- 2 tablespoons unsalted butter
- 1 large shallot, thinly sliced
- 1/2 pound mixed wild mushrooms
- 1 tablespoon balsamic vinegar
- 1/4 cup white wine
- 1 tsp fresh thyme leaves, plus 3 additional sprigs
- 1/2 tablespoon chopped parsley leaves (optional)
- 1 large garlic clove, coarsely chopped
- 4 slices country or sourdough bread (white or whole wheat)
- 1/3 pound sharp white cheddar cheese, thinly sliced
- In a large skillet, melt 1 tablespoon of butter and 1 tablespoon of olive oil over medium-high heat. Add the shallot and the mushrooms, and saute, stirring every few minutes, until the mushrooms have begun to release their liquids, about 5 minutes. Season the mushrooms with a sprinkle of salt, and add the vinegar. Cook for another 2 minutes, then add the white wine and the thyme, making sure to scrape up any of the mushroom drippings from the pan. Saute until the mushrooms are dark and caramelized, and the liquids have been fully absorbed, about 5 more minutes. Sprinkle with parsley (if using) and set aside. (The mushrooms can be made up to 2 days in advance).
- In a small bowl, melt the remaining tablespoon of butter, garlic, and additional thyme sprigs in the microwave.
- Arrange the bread on a work surface and brush on both sides with the garlic butter.
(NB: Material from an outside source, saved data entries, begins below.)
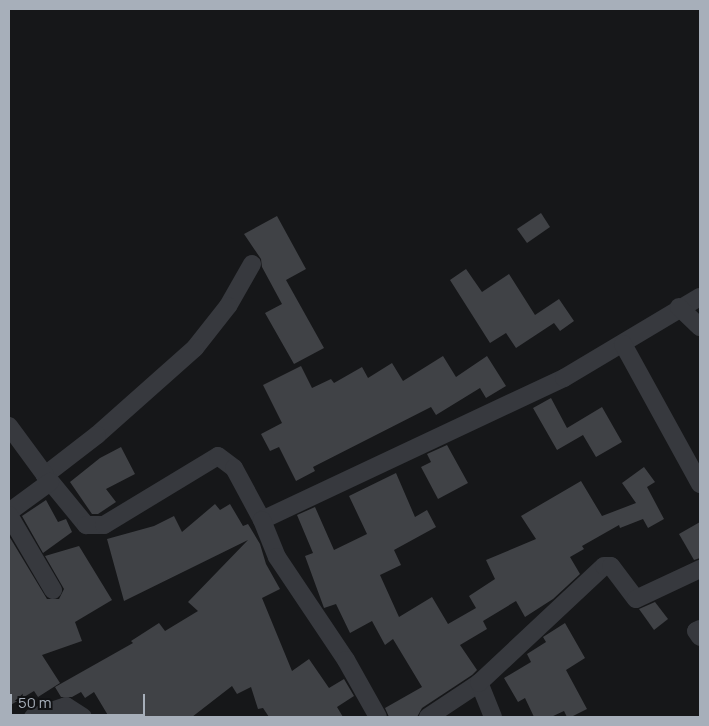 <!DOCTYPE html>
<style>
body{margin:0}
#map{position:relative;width:709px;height:726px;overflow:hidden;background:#161719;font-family:Manrope,sans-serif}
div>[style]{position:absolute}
.building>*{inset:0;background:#404246}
.minor>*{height:18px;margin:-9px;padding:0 9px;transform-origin:9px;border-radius:9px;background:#37393e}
span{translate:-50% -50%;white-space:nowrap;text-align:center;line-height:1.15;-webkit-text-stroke:5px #111214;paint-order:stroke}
.frame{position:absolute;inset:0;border:10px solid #a7afba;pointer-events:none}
.scale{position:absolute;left:10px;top:694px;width:135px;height:22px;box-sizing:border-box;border:2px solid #a7afba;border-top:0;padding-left:6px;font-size:15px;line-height:18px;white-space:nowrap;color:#a7afba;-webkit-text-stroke:4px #111214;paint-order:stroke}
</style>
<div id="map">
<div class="building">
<i style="clip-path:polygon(541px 213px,550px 227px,527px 243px,517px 229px)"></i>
<i style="clip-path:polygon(277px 216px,306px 269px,286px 280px,324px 348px,294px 364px,265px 313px,282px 304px,262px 267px,261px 259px,244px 234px)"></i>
<i style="clip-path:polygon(466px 269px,482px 292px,509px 274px,535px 315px,559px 299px,574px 321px,560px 331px,554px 323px,516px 348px,506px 333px,490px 343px,450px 280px)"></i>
<i style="clip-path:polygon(443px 356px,456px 377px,487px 356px,506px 386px,486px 398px,480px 388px,436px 415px,431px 407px,313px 467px,315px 471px,296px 481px,279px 447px,270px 451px,261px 434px,282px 423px,263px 385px,301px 366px,312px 388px,331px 379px,334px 383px,362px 367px,368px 378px,392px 363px,403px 381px)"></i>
<i style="clip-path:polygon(551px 398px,567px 428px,602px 407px,622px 442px,596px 457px,583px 435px,557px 450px,533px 408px)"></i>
<i style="clip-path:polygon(447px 445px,468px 483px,438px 499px,421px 467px,431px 462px,427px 454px)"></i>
<i style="clip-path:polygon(121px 447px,135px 474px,106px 489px,116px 502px,98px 514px,92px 514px,70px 482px,100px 458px)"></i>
<i style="clip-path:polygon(644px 467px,655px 482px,647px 487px,664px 519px,648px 528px,643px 519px,620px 528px,619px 525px,582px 546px,584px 549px,570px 557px,580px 574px,553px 599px,525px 617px,516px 601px,483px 621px,487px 629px,460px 645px,477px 670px,472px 675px,422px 708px,417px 717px,389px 717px,385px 708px,422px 687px,393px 639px,385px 645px,372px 621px,350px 633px,336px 604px,324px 608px,305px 556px,313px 553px,297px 515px,315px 507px,334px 550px,367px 534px,349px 496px,396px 473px,415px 517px,427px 510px,436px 527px,394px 550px,401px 565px,380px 575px,399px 617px,432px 597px,448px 624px,476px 608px,469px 596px,495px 579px,486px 560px,536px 539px,521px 516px,581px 481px,602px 516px,636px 503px,622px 483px)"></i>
<i style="clip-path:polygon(46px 500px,58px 522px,66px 519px,72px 532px,43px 553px,22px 516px)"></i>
<i style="clip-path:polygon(215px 504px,220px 510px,230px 504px,243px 526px,248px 524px,260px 544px,266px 564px,280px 589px,262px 598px,292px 671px,309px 659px,329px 688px,344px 679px,354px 696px,337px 707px,343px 717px,269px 717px,263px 708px,258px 709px,251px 687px,237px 694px,232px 686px,192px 717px,109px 717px,94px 692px,85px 698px,81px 692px,72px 697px,61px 697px,55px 687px,133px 643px,131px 641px,159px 623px,165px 631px,198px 611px,188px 602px,248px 540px,124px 601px,107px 539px,154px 526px,174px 516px,182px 532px)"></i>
<i style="clip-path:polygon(700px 522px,700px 558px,694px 560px,679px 534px)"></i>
<i style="clip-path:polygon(9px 536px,47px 599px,59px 599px,64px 589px,45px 556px,79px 546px,112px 600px,75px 622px,82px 641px,42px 655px,60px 683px,38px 697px,34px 691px,9px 706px)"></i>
<i style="clip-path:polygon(655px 602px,668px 619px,654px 630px,639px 609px)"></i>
<i style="clip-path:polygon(565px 623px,585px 658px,566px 670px,587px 709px,571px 717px,567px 717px,564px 711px,551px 717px,534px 717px,525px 698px,518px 702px,504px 678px,531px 662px,527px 654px,546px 642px,543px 637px)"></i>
</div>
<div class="minor">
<i style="left:252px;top:264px;width:48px;rotate:119.7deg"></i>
<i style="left:228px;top:306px;width:53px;rotate:128.2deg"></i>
<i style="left:195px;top:348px;width:131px;rotate:138.4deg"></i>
<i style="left:97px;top:435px;width:66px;rotate:142.4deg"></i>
<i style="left:45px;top:475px;width:65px;rotate:50.6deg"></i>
<i style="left:86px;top:525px;width:18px"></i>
<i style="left:104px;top:525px;width:133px;rotate:-31.2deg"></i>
<i style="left:218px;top:456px;width:20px;rotate:37deg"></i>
<i style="left:234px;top:468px;width:59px;rotate:61.7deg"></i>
<i style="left:262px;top:520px;width:334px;rotate:-25.2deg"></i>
<i style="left:564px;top:378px;width:158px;rotate:-30.8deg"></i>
<i style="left:679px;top:307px;width:29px;rotate:44deg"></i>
<i style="left:623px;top:344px;width:160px;rotate:61.2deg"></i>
<i style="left:9px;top:426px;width:61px;rotate:53.7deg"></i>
<i style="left:9px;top:512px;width:51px;rotate:-36.2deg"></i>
<i style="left:9px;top:515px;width:87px;rotate:59.6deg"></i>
<i style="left:262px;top:520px;width:40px;rotate:68deg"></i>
<i style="left:277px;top:557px;width:124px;rotate:56.2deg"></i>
<i style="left:346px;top:660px;width:65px;rotate:60.7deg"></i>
<i style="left:700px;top:629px;width:4px;rotate:153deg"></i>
<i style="left:696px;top:631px;width:7px;rotate:56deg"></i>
<i style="left:33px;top:717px;width:35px;rotate:-18deg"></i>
<i style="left:66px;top:706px;width:20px;rotate:33deg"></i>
<i style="left:428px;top:717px;width:61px;rotate:-33.7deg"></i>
<i style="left:493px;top:717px;width:37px;rotate:-112deg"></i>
<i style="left:479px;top:683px;width:171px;rotate:-43.1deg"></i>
<i style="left:604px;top:566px;width:7px"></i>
<i style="left:611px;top:566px;width:41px;rotate:52.9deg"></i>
<i style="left:636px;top:599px;width:71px;rotate:-25.1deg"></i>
</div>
<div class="frame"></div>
<div class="scale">50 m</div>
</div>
Divide the cheese slices among the 4 slices of bread. Top two of the slices with the mushrooms, and sandwich them together with the remaining bread.
- Heat a grill pan over a medium-high flame and brush it with olive oil. Grill each sandwich one at a time: cook the sandwich on the first side for 2 minutes, pressing down with a spatula. Rotate the sandwich 90 degrees and cook for an additional minute. Flip the sandwich, and repeat on this side. Remove the sandwich when the cheese is properly melted, and you have nice cross-hatch grill marks on the bread.